The position on the machine is mostly irrelevant, unless it’s extremely close to one of the four corners, in which case you might expect to see a little less wobble, but then it would only be if the belts were tight and the gantry itself was wobbling. If your issue is belt tension, then it doesn’t matter when on the laser it’s run - it only matters what order things progress.
Every time your laser takes a sharp corner, the inertia of the gantry will cause vibration. The larger / heavier the machine is, the more inertia it’ll have, and the slower it’ll need to decelerate / accelerate to avoid artifacts. That, or it needs to be overbuilt and very rigid.
Oh yeah, what I meant about position is I seem to be getting exact duplicates of how the lines are waves down to every detail no matter where it is on the table, which I would think if it’s a mechanical issue would be a little more random across the table, but maybe I’m wrong
Definitely seems like an inertia thing, getting it a lot more on diagonal lines and after direction changes, especially like circles, reason I was thinking it may be not something mechanical is the lines on the screen seemed to match pretty closely if not exactly how they were coming out wrong on the machine. Hoping it’s just a simple fix of tightening the belts or something? Or maybe there’s something else to it.

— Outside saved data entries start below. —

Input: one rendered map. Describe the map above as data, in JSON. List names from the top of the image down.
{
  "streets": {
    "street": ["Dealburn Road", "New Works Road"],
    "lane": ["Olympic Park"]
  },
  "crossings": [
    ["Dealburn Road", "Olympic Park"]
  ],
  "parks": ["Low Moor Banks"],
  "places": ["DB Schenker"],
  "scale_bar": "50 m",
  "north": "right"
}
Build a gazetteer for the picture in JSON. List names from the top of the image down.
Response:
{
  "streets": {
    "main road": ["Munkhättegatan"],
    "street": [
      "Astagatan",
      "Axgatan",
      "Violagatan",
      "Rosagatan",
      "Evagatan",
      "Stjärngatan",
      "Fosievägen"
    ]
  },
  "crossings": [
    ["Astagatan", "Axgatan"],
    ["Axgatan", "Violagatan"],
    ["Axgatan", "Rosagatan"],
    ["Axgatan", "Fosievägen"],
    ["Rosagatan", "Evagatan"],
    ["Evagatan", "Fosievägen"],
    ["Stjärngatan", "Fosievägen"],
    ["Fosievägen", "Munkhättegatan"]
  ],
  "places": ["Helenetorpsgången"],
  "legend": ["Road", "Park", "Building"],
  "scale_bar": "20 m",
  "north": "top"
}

Yes, but that’s not exhaustive. Folks have found loose laser heads, unsecured pulley blocks, missing screws here & there, and generally sloppy mechanical design.
At the lowest level, the mass of the gantry can stress the machinery enough to move it juuuust enough to be visible if you’re really fussy.
All those errors are on the order of 0.2 mm, irrelevant unless you’re paying close attention, and AFAICT about as good as you can get with a big CO₂ laser.
try to increase the microstep. I had a similar problem with a new machine setup (build diy). I’ve solved increase at 1/16 (or 1/32 - I don’t remember) the microstep on motor driver.
Tightening belts seemed to help a lot so hopefully that tit the trick at least mostly. Doing some pretty fine line work on some things, but at least for regular fill engrave with tiny letters, that operates a completely different way so this should be mostly a non-issue for that
The overscan region lets the machinery stabilize before the head enters the area with the letters, so there shouldn’t be any wobbles.
If the gantry needs more time = distance to stabilize than normal overscan provides, add thin lines beyond the material you’ll be using. They’ll increase the job time, but when quality is the important metric, that’ll help.